Experten der Watch-Community
Das bringt uns zur dritten und letzten Kategorie der Betrugserkennung – Experten innerhalb der Uhren-Community. Wie so oft in anderen Branchen wird auch unsere von Enthusiasten in Schach gehalten, die sich nicht aus Profitgründen (oder nicht ausschließlich), sondern aus Liebe zu ihrem Hobby engagieren. Hochkarätige Auktionen erhalten in der Uhrenwelt in der Regel eine angemessene Aufmerksamkeit. Folglich werden sie von Sammlern, Liebhabern und Experten genau unter die Lupe genommen. Da fallen einem sofort Spezialisten wie Jose aus Perezcope ein, und das nicht nur, weil er derjenige war, der sich schnell über die Unregelmäßigkeiten bei der bereits erwähnten Speedmaster-Auktion oder neuerdings auch der Rolex „Space-Dweller“ ärgerte.

Er ist auch einer der oben genannten externen Berater für Auktionshäuser und beweist damit, dass seine Expertise weithin anerkannt ist. Die Arbeit von Leuten wie Jose ist von immensem Wert, weil sie die Branche in Schach hält. Wenn es keine externe Kontrolle gäbe, wäre es meiner Meinung nach weitaus verlockender, mit lustigen Geschäften davonzukommen. Wenn Sie sich ein Bild von einigen Entwicklungen in diesem Bereich machen möchten, kann ich Ihnen wärmstens empfehlen, Perezcope zu folgen und seine Artikel zu lesen. Aber Vorsicht: Sie sind nichts für schwache Nerven. Wenn Sie lieber mit einer rosaroten Brille leben möchten, könnte seine Arbeit ein böses Erwachen sein.

Spielen Sie das Spiel, aber spielen Sie es gut
Ich glaube, dass es drei Möglichkeiten gibt, das Auktionsspiel zu spielen und gleichzeitig das Risiko angemessen zu verwalten. Stellen Sie erstens entweder sicher, dass Sie der konkreten Person vertrauen, die für die Bewertung des Sie interessierenden Loses verantwortlich ist, oder zweitens, seien Sie selbst ein Experte (leichter gesagt als getan). Die dritte Möglichkeit besteht darin, einen Experten zu konsultieren, dem Sie vertrauen. Können ehrliche Fehler trotzdem passieren? Ja. Besteht die Möglichkeit einer Fälschung auf Beltracchi-Niveau, die nahezu unmöglich zu erkennen ist? Das gibt es auf jeden Fall. Allerdings gibt es nichts im Leben ohne Risiko, und wenn man die oben genannten Vorsichtsmaßnahmen anwendet, könnte man argumentieren, dass es sich lohnt, ein gut gemanagtes Risiko einzugehen.
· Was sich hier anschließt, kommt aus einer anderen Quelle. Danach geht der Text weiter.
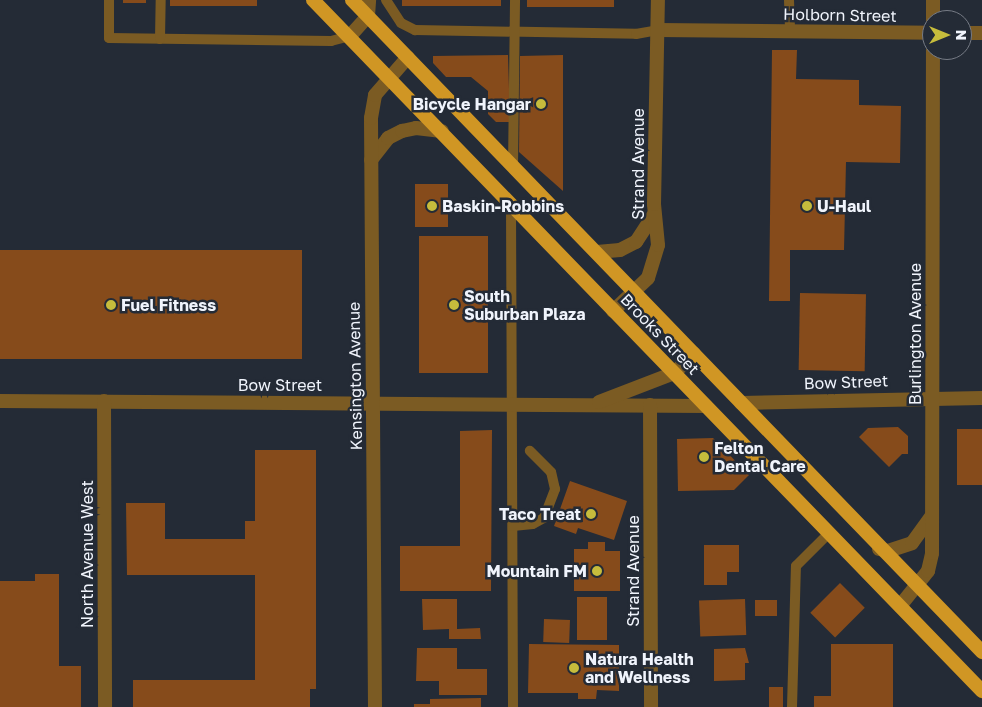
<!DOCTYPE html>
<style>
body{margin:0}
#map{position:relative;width:982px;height:707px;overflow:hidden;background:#242b36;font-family:"Golos Text",sans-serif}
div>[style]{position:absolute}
.building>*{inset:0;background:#864b1b;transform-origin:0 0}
.service>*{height:10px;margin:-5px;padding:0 5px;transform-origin:5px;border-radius:5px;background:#7b5b23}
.minor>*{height:14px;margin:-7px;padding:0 7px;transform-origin:7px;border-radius:7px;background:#7b5b23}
.trunk>*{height:14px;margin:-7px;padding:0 7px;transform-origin:7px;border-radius:7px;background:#d09624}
.dots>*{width:14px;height:14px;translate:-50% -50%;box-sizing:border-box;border:2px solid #242b36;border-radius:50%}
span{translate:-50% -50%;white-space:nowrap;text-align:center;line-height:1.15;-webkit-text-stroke:5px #242b36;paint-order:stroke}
.street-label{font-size:16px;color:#f0f4fc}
.poi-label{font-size:16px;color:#f0f4fc;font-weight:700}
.right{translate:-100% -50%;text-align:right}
.left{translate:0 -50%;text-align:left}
.north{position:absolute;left:922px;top:10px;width:50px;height:50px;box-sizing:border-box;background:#242b36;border:1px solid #767b85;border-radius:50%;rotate:90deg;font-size:14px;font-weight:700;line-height:20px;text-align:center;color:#f0f4fc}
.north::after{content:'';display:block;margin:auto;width:18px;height:22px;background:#c6bc3c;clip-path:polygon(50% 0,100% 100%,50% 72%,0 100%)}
</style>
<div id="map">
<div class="building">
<div style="left:123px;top:0;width:23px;height:3px"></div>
<div style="left:170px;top:0;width:87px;height:6px"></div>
<div style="left:402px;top:0;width:99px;height:6px"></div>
<div style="left:527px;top:0;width:87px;height:7px"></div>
<div style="clip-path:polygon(772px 50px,797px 50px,796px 79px,859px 80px,859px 105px,901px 106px,900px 163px,846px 162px,844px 250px,790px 250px,790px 301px,769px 301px)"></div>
<div style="clip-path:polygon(508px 55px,510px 122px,496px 122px,488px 114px,488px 91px,471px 77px,446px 77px,433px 63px,433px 56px)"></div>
<div style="clip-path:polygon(563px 55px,563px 191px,519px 152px,520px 56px)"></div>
<div style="left:415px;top:184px;width:33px;height:43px"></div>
<div style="left:419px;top:236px;width:69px;height:137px"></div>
<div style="left:0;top:250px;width:302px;height:109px"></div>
<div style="left:800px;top:293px;width:66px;height:77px;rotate:1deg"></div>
<div style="clip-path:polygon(898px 427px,908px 436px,908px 454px,902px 454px,889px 467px,859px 437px,868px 428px)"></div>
<div style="left:957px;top:429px;width:25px;height:56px"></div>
<div style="clip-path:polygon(492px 430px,491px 591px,400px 591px,400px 546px,460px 546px,460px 431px)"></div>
<div style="clip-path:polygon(713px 438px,749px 475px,734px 490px,678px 491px,677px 439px)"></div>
<div style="clip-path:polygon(255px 450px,316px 450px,316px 689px,310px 689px,310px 707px,133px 707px,133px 680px,255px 680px,255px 575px,127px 575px,126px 503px,165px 503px,165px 539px,245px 539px,245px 521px,255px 521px)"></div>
<div style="clip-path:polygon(570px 481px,627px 501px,614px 540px,578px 528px,576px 534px,554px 526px)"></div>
<div style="clip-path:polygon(588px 542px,605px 542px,605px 551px,620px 551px,620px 591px,574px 591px,574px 549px,588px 549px)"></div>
<div style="clip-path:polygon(704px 545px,739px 545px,739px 572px,727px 572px,727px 585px,704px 585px)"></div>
<div style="clip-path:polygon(35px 574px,59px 574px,59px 666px,81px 666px,81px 707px,0 707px,0 581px,35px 581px)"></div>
<div style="left:840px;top:583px;width:35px;height:42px;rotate:45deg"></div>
<div style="left:577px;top:597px;width:30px;height:43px"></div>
<div style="clip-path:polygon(422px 599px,457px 599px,457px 629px,480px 628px,481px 639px,449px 639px,449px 629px,423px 630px)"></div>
<div style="left:745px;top:599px;width:36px;height:46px;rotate:88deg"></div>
<div style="left:755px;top:600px;width:22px;height:16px"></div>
<div style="left:544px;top:619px;width:26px;height:23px;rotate:2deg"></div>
<div style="clip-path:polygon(529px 644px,619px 645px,619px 691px,597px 690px,596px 699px,578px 699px,578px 693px,528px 693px)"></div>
<div style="clip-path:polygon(831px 644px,893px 644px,893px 707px,814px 707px,814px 696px,831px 696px)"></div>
<div style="clip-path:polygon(417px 648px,457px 648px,457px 669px,487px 669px,487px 695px,439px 695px,439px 681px,416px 681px)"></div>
<div style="clip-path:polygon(745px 648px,749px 663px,745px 663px,745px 680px,714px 681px,714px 649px)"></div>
<div style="left:769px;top:687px;width:14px;height:20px"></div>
<div style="clip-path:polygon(481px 698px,481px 707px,414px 707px,414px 704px,430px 704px,430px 699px)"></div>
</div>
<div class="service">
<div style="left:109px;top:0;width:38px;rotate:90deg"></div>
<div style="left:109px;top:38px;width:222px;rotate:0.8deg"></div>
<div style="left:331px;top:41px;width:20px;rotate:-15deg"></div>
<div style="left:386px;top:0;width:27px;rotate:57deg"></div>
<div style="left:401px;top:23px;width:16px;rotate:27deg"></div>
<div style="left:415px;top:30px;width:221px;rotate:1deg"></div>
<div style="left:636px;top:34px;width:22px;rotate:-10deg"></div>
<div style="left:789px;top:0;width:32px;rotate:88deg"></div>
<div style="left:160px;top:39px;width:39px;rotate:-89deg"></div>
<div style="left:513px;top:166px;width:166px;rotate:-89.3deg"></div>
<div style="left:511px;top:207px;width:500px;rotate:89.77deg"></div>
<div style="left:513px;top:526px;width:20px;rotate:-6deg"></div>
<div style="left:533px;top:524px;width:13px;rotate:-29deg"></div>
<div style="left:544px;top:518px;width:31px;rotate:-69deg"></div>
<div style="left:555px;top:489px;width:17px;rotate:-103deg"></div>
<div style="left:551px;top:472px;width:30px;rotate:-135deg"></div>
<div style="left:792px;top:707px;width:141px;rotate:-88.4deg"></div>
<div style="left:796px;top:566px;width:45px;rotate:-45deg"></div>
</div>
<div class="minor">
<div style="left:933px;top:0;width:20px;rotate:90deg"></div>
<div style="left:658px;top:30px;width:274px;rotate:0.6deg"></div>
<div style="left:962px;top:33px;width:20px"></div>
<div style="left:350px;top:36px;width:27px;rotate:-48deg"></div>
<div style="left:368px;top:16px;width:16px;rotate:-86deg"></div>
<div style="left:371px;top:160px;width:28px;rotate:-52deg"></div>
<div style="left:388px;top:138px;width:16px;rotate:-27deg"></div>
<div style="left:402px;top:131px;width:14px;rotate:-12deg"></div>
<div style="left:416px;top:128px;width:26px;rotate:7deg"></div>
<div style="left:597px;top:252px;width:23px;rotate:-5deg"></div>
<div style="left:620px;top:250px;width:18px;rotate:-27deg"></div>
<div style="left:636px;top:242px;width:33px;rotate:-57deg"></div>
<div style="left:613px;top:311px;width:48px;rotate:-43.3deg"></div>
<div style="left:648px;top:278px;width:34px;rotate:-73deg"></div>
<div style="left:658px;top:245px;width:41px;rotate:-95.6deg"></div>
<div style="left:654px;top:204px;width:204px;rotate:-88.9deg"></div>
<div style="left:0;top:401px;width:706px;rotate:0.41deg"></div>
<div style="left:104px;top:401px;width:306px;rotate:89.8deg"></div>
<div style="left:599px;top:402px;width:80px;rotate:-21.1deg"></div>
<div style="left:674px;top:373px;width:28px;rotate:-44deg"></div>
<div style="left:741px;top:403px;width:241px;rotate:-1.2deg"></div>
<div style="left:650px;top:405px;width:302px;rotate:89.8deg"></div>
<div style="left:879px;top:549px;width:9px;rotate:13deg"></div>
<div style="left:888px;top:551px;width:25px;rotate:-18deg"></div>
<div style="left:912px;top:543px;width:32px;rotate:-54deg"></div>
<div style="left:900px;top:606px;width:45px;rotate:-51.3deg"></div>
<div style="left:928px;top:571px;width:18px;rotate:-77deg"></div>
<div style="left:932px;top:553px;width:503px;rotate:-89.89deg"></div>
<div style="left:375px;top:707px;width:589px;rotate:-90.39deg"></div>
<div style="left:371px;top:118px;width:23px;rotate:-80deg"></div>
<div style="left:375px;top:95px;width:50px;rotate:-49deg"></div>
</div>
<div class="trunk">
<div style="left:313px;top:0;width:962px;rotate:45.93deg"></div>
<div style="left:352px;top:0;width:907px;rotate:45.98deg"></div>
</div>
<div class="dots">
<div style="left:541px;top:104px;background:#c6bc3c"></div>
<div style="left:432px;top:206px;background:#c6bc3c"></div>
<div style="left:807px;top:206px;background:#c6bc3c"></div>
<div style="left:111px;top:305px;background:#c6bc3c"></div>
<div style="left:454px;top:305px;background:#c6bc3c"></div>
<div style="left:704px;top:457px;background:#c6bc3c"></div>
<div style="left:591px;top:514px;background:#c6bc3c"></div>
<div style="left:597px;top:571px;background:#c6bc3c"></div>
<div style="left:574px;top:668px;background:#c6bc3c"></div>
</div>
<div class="street-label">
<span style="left:840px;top:15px;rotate:1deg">Holborn Street</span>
<span style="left:638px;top:164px;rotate:-90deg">Strand Avenue</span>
<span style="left:660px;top:334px;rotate:46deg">Brooks Street</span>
<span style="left:915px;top:334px;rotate:-90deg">Burlington Avenue</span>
<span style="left:355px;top:376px;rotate:-91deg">Kensington Avenue</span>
<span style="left:846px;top:382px;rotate:-2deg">Bow Street</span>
<span style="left:280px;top:385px">Bow Street</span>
<span style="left:87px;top:554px;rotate:-90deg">North Avenue West</span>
<span style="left:633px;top:571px;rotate:-90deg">Strand Avenue</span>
</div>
<div class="poi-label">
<span class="right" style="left:531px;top:104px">Bicycle Hangar</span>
<span class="left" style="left:442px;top:206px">Baskin-Robbins</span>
<span class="left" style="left:817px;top:206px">U-Haul</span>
<span class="left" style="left:464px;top:305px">South<br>Suburban Plaza</span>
<span class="left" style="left:121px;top:305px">Fuel Fitness</span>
<span class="left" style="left:714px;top:457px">Felton<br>Dental Care</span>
<span class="right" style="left:581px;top:514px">Taco Treat</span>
<span class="right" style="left:587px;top:571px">Mountain FM</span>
<span class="left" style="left:585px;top:668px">Natura Health<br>and Wellness</span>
</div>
<div class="north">N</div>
</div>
Zusammenfassend lässt sich sagen, dass ich, obwohl ich viele der Risiken hervorgehoben habe, nicht glaube, dass Auktionen kategorisch vermieden werden sollten. Ich glaube jedoch fest an ein angemessenes Risikomanagement. Wenn interessierte Bieter ihre Sorgfaltspflicht erfüllen, halte ich die Risiken bei solchen Auktionen für nicht unverhältnismäßig. Abhängig vom Wert des Grundstücks ist dies jedoch ein erhebliches „Wenn“.

Die gute Nachricht ist, dass es sich offenbar überwiegend um ein Problem am oberen Ende des Spektrums handelt, sodass nur ein kleiner Teil dieser Auktionen betroffen sein könnte. Darüber hinaus werden wahrscheinlich nur einige wenige von uns jemals diesem Risiko ausgesetzt sein. Dennoch dürfte dies einen Dominoeffekt auf die Preise bestimmter Modelle haben. Dies ist ein Bumerang für die gesamte Enthusiastengemeinschaft, und deshalb sind Marken an dem Prestige interessiert, das mit hohen Auktionssummen einhergeht.